Task requirements
Keep the images out while you set down the data exactly.

####################

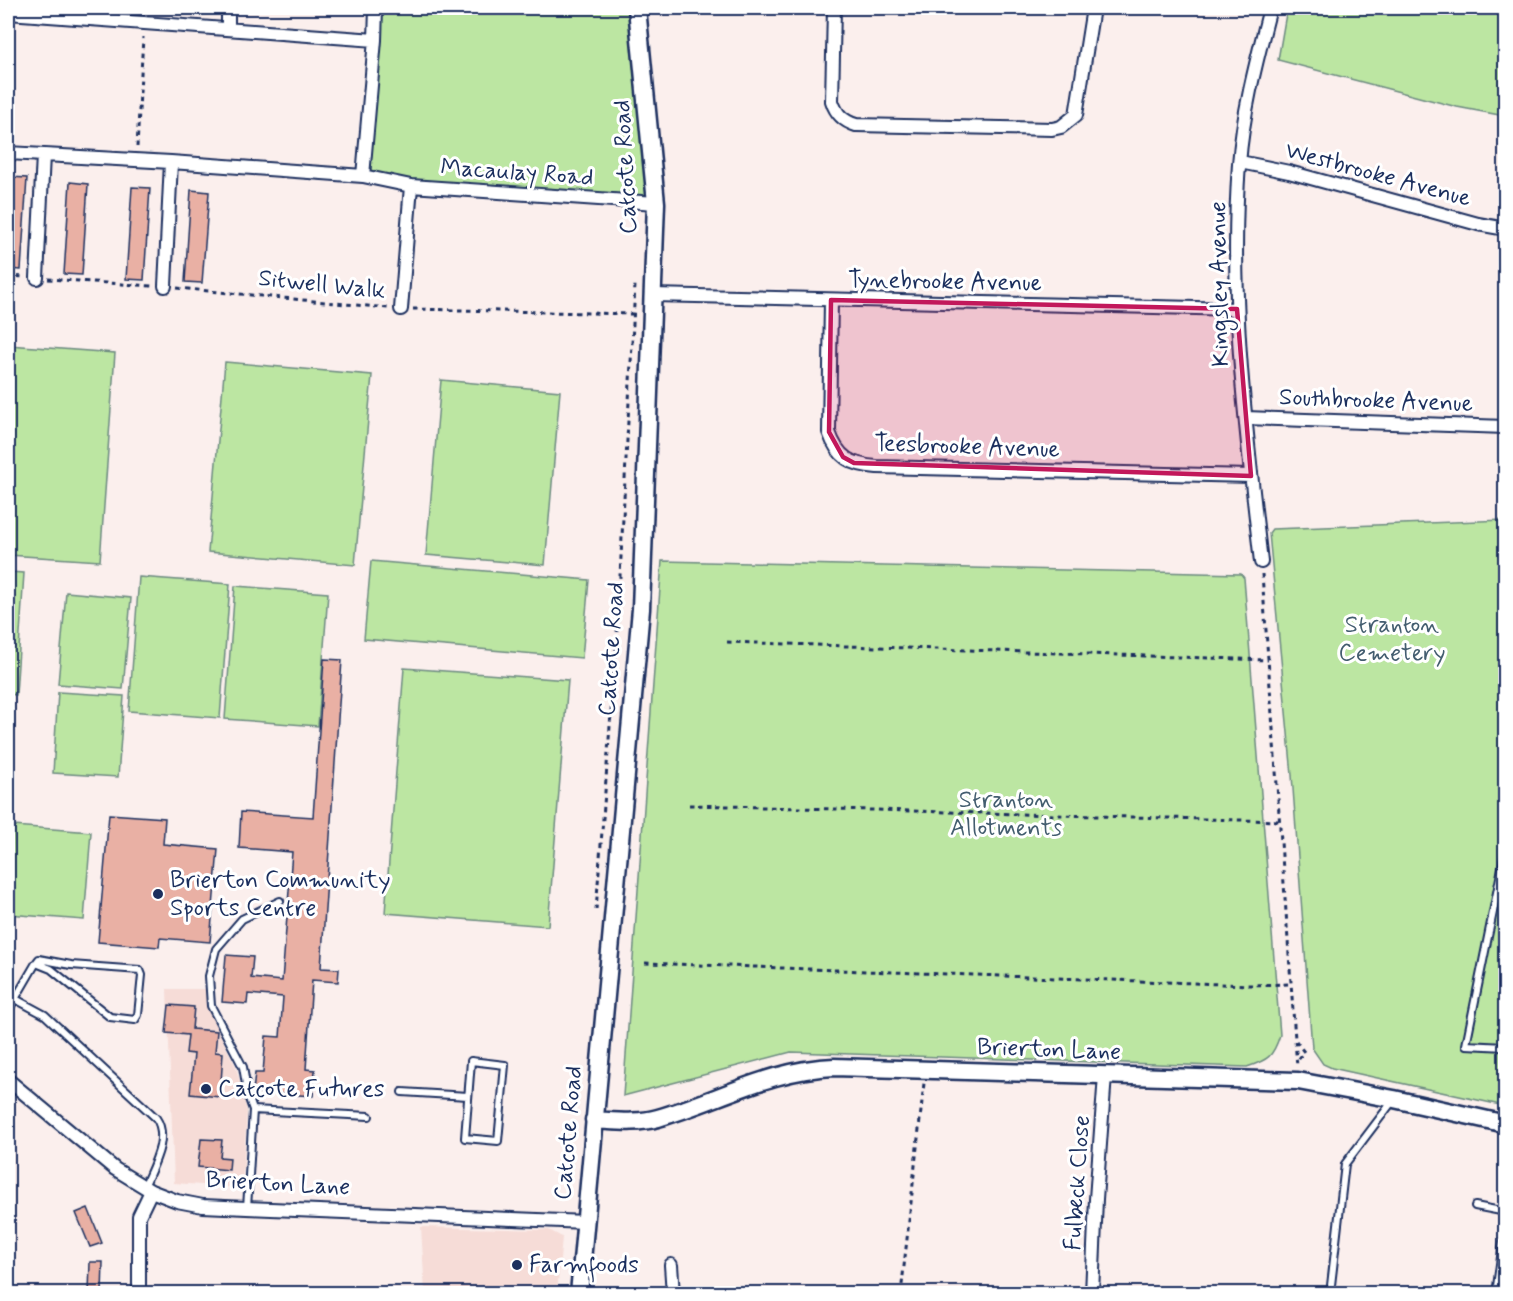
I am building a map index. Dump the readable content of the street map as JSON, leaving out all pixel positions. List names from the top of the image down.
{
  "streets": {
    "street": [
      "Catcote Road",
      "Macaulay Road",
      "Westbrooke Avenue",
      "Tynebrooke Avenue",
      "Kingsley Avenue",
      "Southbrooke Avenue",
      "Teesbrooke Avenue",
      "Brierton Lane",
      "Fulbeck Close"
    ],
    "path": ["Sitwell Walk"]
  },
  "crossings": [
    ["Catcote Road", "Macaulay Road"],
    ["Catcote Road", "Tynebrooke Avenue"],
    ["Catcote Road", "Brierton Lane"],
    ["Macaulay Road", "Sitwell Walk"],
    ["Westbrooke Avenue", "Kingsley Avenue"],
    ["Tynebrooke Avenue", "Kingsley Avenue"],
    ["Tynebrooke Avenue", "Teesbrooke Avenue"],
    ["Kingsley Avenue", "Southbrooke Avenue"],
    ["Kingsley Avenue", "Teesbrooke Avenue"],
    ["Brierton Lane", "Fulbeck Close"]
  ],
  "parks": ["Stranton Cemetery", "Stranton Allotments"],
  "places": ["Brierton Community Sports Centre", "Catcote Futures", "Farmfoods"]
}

####################

Exercise response
I am building a map index. Dump the readable content of the street map as JSON, leaving out all pixel positions. List names from the top of the image down.
{
  "streets": {
    "street": [
      "Catcote Road",
      "Macaulay Road",
      "Westbrooke Avenue",
      "Tynebrooke Avenue",
      "Kingsley Avenue",
      "Southbrooke Avenue",
      "Teesbrooke Avenue",
      "Brierton Lane",
      "Fulbeck Close"
    ],
    "path": ["Sitwell Walk"]
  },
  "crossings": [
    ["Catcote Road", "Macaulay Road"],
    ["Catcote Road", "Tynebrooke Avenue"],
    ["Catcote Road", "Brierton Lane"],
    ["Macaulay Road", "Sitwell Walk"],
    ["Westbrooke Avenue", "Kingsley Avenue"],
    ["Tynebrooke Avenue", "Kingsley Avenue"],
    ["Tynebrooke Avenue", "Teesbrooke Avenue"],
    ["Kingsley Avenue", "Southbrooke Avenue"],
    ["Kingsley Avenue", "Teesbrooke Avenue"],
    ["Brierton Lane", "Fulbeck Close"]
  ],
  "parks": ["Stranton Cemetery", "Stranton Allotments"],
  "places": ["Brierton Community Sports Centre", "Catcote Futures", "Farmfoods"]
}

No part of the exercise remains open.